WHAT YOU SHOULD DO:
Filter the entries, keeping every line with the string "Residency".

++++ DATA IN THIS EXERCISE ++++

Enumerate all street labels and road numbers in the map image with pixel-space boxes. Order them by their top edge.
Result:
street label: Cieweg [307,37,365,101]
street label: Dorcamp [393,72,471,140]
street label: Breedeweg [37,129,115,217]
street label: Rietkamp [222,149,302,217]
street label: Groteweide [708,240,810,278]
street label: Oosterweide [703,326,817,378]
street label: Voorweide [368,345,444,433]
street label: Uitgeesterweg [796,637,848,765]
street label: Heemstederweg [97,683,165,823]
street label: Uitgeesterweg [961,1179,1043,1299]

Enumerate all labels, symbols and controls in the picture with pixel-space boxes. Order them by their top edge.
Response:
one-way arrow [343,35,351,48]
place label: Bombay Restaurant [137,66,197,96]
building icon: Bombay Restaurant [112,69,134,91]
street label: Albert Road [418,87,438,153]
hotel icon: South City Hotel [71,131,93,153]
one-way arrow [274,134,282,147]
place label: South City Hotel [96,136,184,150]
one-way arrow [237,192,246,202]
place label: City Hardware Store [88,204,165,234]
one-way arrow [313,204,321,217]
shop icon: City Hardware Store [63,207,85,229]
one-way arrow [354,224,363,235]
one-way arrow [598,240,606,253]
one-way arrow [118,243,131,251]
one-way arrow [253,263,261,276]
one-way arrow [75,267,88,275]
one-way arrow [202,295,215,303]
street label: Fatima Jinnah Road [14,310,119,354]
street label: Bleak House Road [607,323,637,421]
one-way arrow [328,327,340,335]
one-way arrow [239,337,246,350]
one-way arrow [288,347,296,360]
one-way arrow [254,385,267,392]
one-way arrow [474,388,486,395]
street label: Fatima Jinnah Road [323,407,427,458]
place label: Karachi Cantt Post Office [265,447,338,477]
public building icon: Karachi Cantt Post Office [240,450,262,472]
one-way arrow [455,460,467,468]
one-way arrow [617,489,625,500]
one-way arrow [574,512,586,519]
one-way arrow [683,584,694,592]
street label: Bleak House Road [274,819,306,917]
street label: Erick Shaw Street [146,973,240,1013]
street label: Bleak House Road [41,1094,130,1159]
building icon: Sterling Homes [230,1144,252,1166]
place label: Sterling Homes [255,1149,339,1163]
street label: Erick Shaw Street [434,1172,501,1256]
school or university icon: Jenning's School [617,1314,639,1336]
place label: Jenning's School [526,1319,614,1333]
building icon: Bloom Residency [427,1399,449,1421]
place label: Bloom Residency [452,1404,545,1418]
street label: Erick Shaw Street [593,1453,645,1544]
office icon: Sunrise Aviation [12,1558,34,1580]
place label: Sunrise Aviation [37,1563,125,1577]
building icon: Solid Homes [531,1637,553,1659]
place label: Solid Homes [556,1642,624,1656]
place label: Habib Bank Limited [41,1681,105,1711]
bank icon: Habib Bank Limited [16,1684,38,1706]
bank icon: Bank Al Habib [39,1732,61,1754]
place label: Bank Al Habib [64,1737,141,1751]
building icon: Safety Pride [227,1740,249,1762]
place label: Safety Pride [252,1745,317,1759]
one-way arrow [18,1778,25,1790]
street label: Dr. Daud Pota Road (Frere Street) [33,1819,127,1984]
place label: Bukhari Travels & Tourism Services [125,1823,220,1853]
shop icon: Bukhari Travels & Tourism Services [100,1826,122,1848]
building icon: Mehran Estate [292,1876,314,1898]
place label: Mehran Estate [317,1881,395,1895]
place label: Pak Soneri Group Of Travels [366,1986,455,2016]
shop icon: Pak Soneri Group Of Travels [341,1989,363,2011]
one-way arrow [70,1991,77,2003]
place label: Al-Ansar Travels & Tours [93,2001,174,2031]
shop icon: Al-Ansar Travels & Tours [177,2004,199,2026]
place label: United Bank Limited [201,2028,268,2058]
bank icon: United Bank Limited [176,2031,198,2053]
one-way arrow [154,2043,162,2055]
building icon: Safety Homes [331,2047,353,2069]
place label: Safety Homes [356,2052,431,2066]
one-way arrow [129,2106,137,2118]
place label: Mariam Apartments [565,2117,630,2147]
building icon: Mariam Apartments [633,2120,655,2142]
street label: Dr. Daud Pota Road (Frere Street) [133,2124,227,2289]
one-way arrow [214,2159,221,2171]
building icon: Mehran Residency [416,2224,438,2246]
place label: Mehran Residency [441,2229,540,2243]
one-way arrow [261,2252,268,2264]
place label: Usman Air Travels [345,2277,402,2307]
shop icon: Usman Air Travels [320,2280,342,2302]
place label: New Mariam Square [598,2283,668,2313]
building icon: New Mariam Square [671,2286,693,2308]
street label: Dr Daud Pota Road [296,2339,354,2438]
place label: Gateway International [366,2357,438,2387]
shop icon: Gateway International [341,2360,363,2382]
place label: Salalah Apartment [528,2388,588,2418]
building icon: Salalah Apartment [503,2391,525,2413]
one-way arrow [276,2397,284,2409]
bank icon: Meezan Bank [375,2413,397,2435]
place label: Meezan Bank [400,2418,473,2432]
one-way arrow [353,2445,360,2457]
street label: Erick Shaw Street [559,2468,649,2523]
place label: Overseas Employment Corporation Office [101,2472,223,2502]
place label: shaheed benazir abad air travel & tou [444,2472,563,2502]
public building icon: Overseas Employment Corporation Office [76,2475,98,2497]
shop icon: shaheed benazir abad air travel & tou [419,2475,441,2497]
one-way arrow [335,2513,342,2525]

++++

ANSWER AREA:
building icon: Bloom Residency [427,1399,449,1421]
place label: Bloom Residency [452,1404,545,1418]
building icon: Mehran Residency [416,2224,438,2246]
place label: Mehran Residency [441,2229,540,2243]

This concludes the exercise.